● What you should do
From the entries that follow, gather each line holding the word "data".
== == ==
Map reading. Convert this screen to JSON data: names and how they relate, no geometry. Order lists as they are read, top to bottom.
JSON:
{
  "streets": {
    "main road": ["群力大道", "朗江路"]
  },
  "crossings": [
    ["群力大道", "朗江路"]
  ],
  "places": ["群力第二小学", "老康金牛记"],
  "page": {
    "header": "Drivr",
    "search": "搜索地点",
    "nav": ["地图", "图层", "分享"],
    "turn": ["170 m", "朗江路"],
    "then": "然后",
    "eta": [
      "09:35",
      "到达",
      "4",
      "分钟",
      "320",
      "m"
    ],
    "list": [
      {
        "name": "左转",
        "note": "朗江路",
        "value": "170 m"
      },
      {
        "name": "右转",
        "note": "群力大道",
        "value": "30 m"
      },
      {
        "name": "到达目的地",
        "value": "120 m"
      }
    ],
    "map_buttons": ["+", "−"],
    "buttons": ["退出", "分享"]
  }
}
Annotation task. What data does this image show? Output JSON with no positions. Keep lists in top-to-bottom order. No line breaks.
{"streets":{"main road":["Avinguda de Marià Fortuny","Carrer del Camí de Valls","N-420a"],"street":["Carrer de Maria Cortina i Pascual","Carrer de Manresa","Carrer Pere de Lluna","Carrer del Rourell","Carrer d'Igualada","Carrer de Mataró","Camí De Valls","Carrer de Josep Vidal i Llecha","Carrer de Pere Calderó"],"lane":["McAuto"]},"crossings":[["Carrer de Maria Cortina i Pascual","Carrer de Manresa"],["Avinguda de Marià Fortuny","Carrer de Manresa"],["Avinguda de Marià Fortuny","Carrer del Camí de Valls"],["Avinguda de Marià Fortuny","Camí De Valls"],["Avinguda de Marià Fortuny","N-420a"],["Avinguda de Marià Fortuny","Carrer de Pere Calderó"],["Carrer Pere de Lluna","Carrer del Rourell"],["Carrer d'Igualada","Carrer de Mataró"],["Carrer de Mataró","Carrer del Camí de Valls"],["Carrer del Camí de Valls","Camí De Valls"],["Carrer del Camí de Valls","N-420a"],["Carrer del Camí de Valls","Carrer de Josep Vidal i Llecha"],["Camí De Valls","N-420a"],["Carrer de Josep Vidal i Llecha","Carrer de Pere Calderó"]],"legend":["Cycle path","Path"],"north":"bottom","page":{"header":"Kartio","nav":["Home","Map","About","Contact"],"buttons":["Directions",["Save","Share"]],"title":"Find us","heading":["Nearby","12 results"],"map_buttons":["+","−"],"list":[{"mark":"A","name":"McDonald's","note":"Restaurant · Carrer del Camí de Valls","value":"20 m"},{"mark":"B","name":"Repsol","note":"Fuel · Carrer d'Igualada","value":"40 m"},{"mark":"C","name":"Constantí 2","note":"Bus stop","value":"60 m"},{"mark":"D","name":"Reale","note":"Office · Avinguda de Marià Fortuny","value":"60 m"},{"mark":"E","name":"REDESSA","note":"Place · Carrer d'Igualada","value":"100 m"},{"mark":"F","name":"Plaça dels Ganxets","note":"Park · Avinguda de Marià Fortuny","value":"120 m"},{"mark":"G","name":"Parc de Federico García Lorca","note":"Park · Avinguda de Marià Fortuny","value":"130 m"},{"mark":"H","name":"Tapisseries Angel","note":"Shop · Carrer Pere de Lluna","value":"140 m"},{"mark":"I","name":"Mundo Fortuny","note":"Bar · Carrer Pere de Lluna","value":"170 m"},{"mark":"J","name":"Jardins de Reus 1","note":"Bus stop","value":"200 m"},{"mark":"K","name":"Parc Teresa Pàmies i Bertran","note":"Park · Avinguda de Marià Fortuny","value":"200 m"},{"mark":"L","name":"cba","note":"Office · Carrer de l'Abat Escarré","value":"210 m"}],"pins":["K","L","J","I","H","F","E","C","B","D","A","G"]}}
== == ==
● Written answer
Map reading. Convert this screen to JSON data: names and how they relate, no geometry. Order lists as they are read, top to bottom.
Annotation task. What data does this image show? Output JSON with no positions. Keep lists in top-to-bottom order. No line breaks.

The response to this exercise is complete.